What potential benefits of US-Vietnam economic and trade relations following the elevation to a Comprehensive Strategic Partnership? And how do you view the recent fluctuations in trade between Vietnam and China?
The overarching strategy aims to boost external demand and support export growth, not limited solely to the US. The government has expended considerable efforts in cultivating relations with numerous countries, with the US being a prominent partner, albeit not the exclusive one.
However, it's essential to acknowledge that each bilateral or multilateral relationship is unique, and the US, like other nations, may not always align precisely with Vietnam's objectives. For example, the US has an interest in bringing manufacturing back to the country, which can influence its investments in Vietnam. In reality, investment decisions are driven by market mechanisms and the subjective calculations of businesses, not solely by government advice.

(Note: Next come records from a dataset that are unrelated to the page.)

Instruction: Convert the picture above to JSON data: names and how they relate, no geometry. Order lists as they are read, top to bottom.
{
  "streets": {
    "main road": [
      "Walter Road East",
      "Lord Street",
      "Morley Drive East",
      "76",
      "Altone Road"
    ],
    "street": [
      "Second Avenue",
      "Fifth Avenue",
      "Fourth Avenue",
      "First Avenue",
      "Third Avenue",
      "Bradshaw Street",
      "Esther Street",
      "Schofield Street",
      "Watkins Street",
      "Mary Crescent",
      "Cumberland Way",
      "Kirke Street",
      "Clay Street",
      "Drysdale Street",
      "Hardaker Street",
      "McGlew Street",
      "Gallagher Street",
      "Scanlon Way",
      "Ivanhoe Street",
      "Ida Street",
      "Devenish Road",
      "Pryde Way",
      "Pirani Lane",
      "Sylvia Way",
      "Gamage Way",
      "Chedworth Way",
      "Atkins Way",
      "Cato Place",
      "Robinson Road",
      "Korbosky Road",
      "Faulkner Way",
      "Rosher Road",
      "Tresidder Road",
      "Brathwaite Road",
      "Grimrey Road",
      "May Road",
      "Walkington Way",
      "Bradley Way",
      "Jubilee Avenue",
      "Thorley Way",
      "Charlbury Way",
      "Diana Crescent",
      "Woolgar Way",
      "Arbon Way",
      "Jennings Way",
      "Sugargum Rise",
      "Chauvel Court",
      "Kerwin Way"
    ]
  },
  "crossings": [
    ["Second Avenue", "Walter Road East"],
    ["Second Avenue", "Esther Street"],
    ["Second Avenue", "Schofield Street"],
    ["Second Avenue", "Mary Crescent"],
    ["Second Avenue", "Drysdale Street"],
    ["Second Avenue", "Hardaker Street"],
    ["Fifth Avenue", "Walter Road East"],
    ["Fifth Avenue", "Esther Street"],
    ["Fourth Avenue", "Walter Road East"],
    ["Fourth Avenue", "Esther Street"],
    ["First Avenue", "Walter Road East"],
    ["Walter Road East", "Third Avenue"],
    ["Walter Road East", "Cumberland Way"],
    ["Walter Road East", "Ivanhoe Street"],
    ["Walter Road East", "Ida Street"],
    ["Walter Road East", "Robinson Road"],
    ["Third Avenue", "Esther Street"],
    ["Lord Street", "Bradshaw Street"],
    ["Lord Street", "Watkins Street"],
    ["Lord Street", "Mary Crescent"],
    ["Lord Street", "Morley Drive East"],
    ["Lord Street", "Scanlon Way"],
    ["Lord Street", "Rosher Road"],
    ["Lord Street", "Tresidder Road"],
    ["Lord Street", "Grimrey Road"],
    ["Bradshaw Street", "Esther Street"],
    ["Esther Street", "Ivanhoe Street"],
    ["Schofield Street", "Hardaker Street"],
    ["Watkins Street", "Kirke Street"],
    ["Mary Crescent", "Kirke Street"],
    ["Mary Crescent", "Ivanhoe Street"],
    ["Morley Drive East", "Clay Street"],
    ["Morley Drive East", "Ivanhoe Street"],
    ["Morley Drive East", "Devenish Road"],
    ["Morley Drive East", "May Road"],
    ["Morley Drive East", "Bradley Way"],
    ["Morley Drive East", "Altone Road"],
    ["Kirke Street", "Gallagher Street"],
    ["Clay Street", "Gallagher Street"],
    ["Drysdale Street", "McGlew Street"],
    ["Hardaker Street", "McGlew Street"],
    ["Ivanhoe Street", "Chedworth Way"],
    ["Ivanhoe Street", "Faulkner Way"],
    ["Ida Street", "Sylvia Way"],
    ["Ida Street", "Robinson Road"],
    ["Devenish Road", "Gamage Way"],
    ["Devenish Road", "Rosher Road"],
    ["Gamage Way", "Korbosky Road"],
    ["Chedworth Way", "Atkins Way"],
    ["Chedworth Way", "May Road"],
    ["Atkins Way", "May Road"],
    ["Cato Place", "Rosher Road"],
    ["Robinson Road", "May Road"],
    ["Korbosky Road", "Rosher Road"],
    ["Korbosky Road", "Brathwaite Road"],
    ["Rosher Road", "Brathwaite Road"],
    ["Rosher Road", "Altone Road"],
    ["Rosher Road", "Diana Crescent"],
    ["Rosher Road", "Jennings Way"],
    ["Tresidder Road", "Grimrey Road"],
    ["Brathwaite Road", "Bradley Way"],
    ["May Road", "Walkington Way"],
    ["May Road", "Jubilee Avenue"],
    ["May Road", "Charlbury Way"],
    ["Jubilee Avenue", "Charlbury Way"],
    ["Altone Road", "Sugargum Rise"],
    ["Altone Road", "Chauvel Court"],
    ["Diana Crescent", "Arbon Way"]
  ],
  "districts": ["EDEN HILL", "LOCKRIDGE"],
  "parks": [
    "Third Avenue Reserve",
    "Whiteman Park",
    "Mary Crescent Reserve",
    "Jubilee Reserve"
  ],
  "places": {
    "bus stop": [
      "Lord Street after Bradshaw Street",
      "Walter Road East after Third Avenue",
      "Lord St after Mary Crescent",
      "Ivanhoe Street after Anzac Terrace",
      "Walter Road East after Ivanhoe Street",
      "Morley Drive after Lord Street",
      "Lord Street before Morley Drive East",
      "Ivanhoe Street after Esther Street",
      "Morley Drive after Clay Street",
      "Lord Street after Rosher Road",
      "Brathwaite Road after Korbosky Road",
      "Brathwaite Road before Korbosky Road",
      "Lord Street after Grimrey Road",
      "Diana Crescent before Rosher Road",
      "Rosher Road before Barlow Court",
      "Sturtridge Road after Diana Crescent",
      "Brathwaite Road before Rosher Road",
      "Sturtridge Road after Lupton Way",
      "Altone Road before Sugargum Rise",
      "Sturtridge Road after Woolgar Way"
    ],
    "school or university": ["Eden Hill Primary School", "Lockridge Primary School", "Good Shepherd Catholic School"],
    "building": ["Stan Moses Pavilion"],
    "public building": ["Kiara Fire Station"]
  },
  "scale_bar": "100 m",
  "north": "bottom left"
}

Another aspect to consider is that while foreign businesses may enter Vietnam to capitalize on its low labor costs and tax benefits, their choice of materials and supply chains may not necessarily align with Vietnam's interests. The challenge is to build mutually beneficial connections that meet the needs and goals of both sides.
At their core, all relationships involve mutual commitment. For Vietnam to export goods to the US, it must also commit to purchasing American goods and creating favorable conditions for US businesses operating in Vietnam.
Regarding trade development with China, it's crucial to analyze the nature of the issue. China is both a significant supplier and a sizable customer. While Vietnam has a trade deficit with China, it also exports a substantial amount of goods to the neighboring country. Vietnam imports raw materials from China, both for export and domestic consumption. The trade dynamics between Vietnam and the US or Vietnam and China have different characteristics. The strategic factor often observed in US-China relations differs from the nuanced approach Vietnam takes to balance its economic relationships with different partners.
Expecting more ambitious projects with Hanoi
"The Asian Development Bank (ADB) has a long history of cooperation with Hanoi. One of the key joint projects underway is the construction of metro line No.3, connecting Nhon and Hanoi Station, which is a major focus for both parties. Looking ahead, there is a shared aspiration to undertake projects with a more substantial impact on the city's development. This includes areas such as urban development, renewable energy initiatives, and environmental sustainability efforts, all aimed at realizing the vision of transforming the capital into a highly liveable city.
Furthermore, Hanoi has emerged as a leading city in the implementation of government initiatives, notably in the realms of digitalization and green growth, which are closely aligned with ADB's cooperation priorities. Consequently, the potential for collaboration between the two entities remains wide open and promising," said Hung.